*** Dataset Section Begins ***

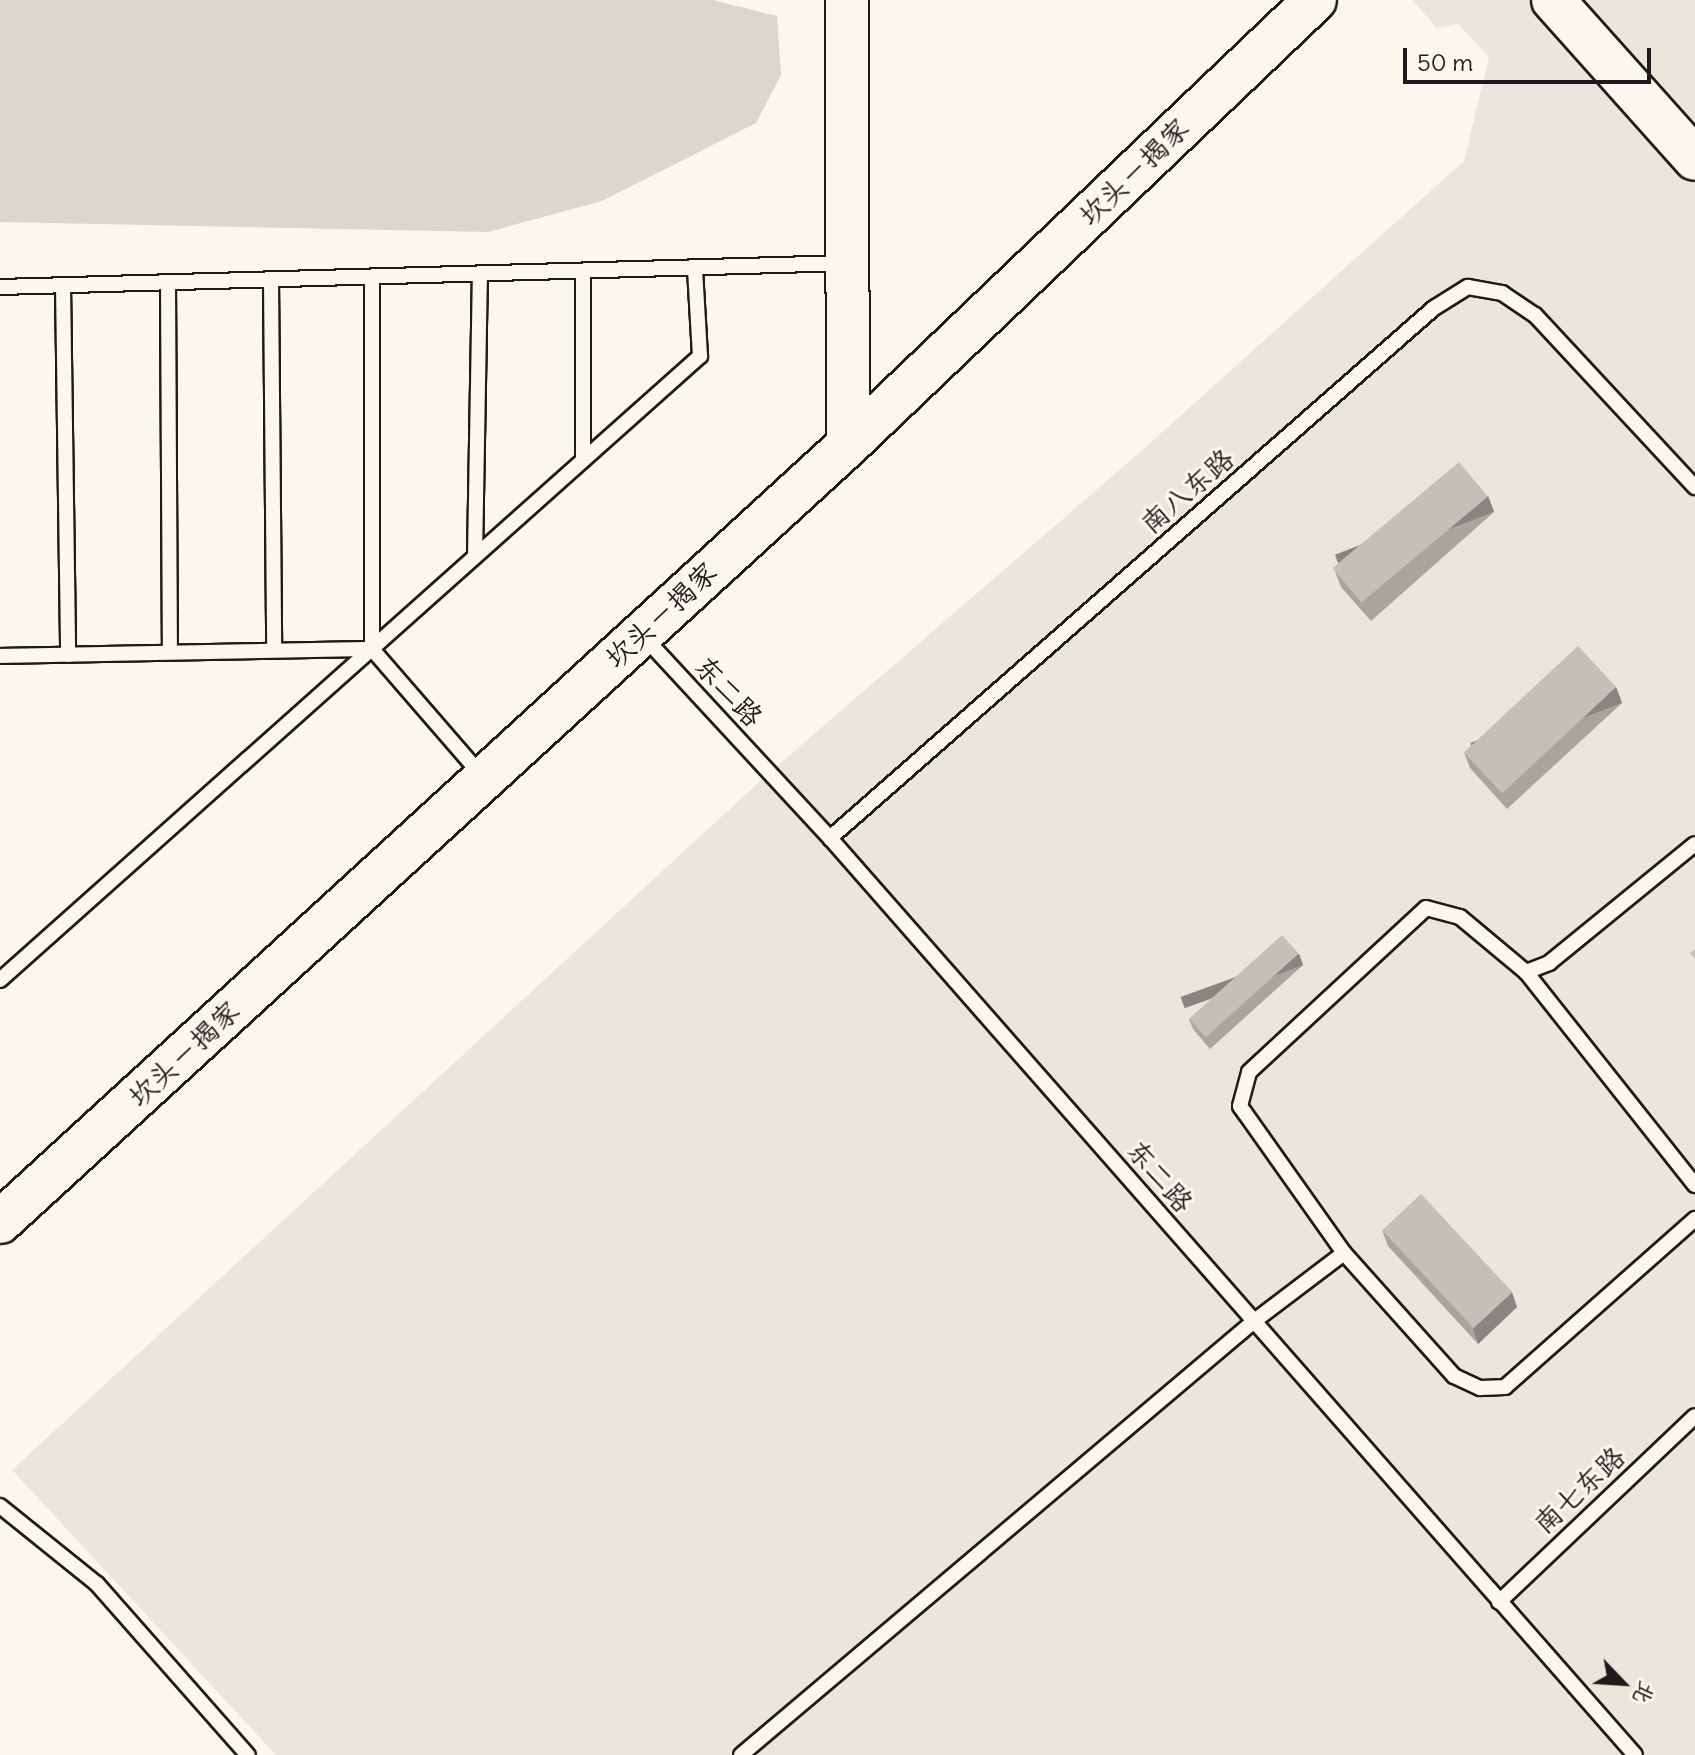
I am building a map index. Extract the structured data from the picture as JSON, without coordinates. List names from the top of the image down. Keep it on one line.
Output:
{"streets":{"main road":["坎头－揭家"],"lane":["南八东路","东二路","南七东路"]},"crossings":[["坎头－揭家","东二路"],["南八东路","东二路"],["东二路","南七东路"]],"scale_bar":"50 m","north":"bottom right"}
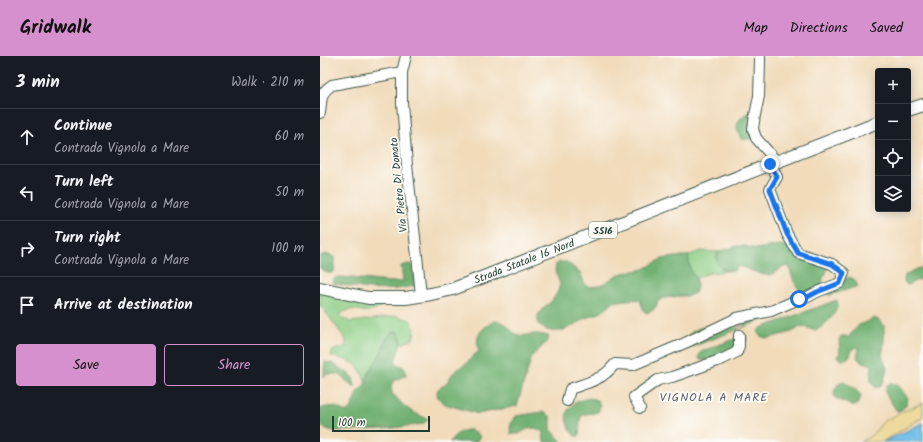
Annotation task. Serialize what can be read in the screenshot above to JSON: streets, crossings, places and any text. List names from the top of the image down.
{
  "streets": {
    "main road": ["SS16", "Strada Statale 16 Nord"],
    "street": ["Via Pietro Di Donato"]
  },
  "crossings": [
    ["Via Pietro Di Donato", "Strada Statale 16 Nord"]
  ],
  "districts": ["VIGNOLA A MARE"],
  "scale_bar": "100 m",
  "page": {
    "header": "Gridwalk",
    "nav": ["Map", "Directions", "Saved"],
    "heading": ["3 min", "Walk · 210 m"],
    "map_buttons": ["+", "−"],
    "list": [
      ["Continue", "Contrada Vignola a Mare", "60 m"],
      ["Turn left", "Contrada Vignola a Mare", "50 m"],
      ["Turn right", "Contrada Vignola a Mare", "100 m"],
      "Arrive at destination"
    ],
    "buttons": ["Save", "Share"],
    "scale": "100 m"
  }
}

*** Dataset Section Ends ***

▸ What is being asked
Quote the material word for word, dropping any images it holds.

▸ Reply to the task
I am building a map index. Extract the structured data from the picture as JSON, without coordinates. List names from the top of the image down. Keep it on one line.
Output:
{"streets":{"main road":["坎头－揭家"],"lane":["南八东路","东二路","南七东路"]},"crossings":[["坎头－揭家","东二路"],["南八东路","东二路"],["东二路","南七东路"]],"scale_bar":"50 m","north":"bottom right"}
Annotation task. Serialize what can be read in the screenshot above to JSON: streets, crossings, places and any text. List names from the top of the image down.
{
  "streets": {
    "main road": ["SS16", "Strada Statale 16 Nord"],
    "street": ["Via Pietro Di Donato"]
  },
  "crossings": [
    ["Via Pietro Di Donato", "Strada Statale 16 Nord"]
  ],
  "districts": ["VIGNOLA A MARE"],
  "scale_bar": "100 m",
  "page": {
    "header": "Gridwalk",
    "nav": ["Map", "Directions", "Saved"],
    "heading": ["3 min", "Walk · 210 m"],
    "map_buttons": ["+", "−"],
    "list": [
      ["Continue", "Contrada Vignola a Mare", "60 m"],
      ["Turn left", "Contrada Vignola a Mare", "50 m"],
      ["Turn right", "Contrada Vignola a Mare", "100 m"],
      "Arrive at destination"
    ],
    "buttons": ["Save", "Share"],
    "scale": "100 m"
  }
}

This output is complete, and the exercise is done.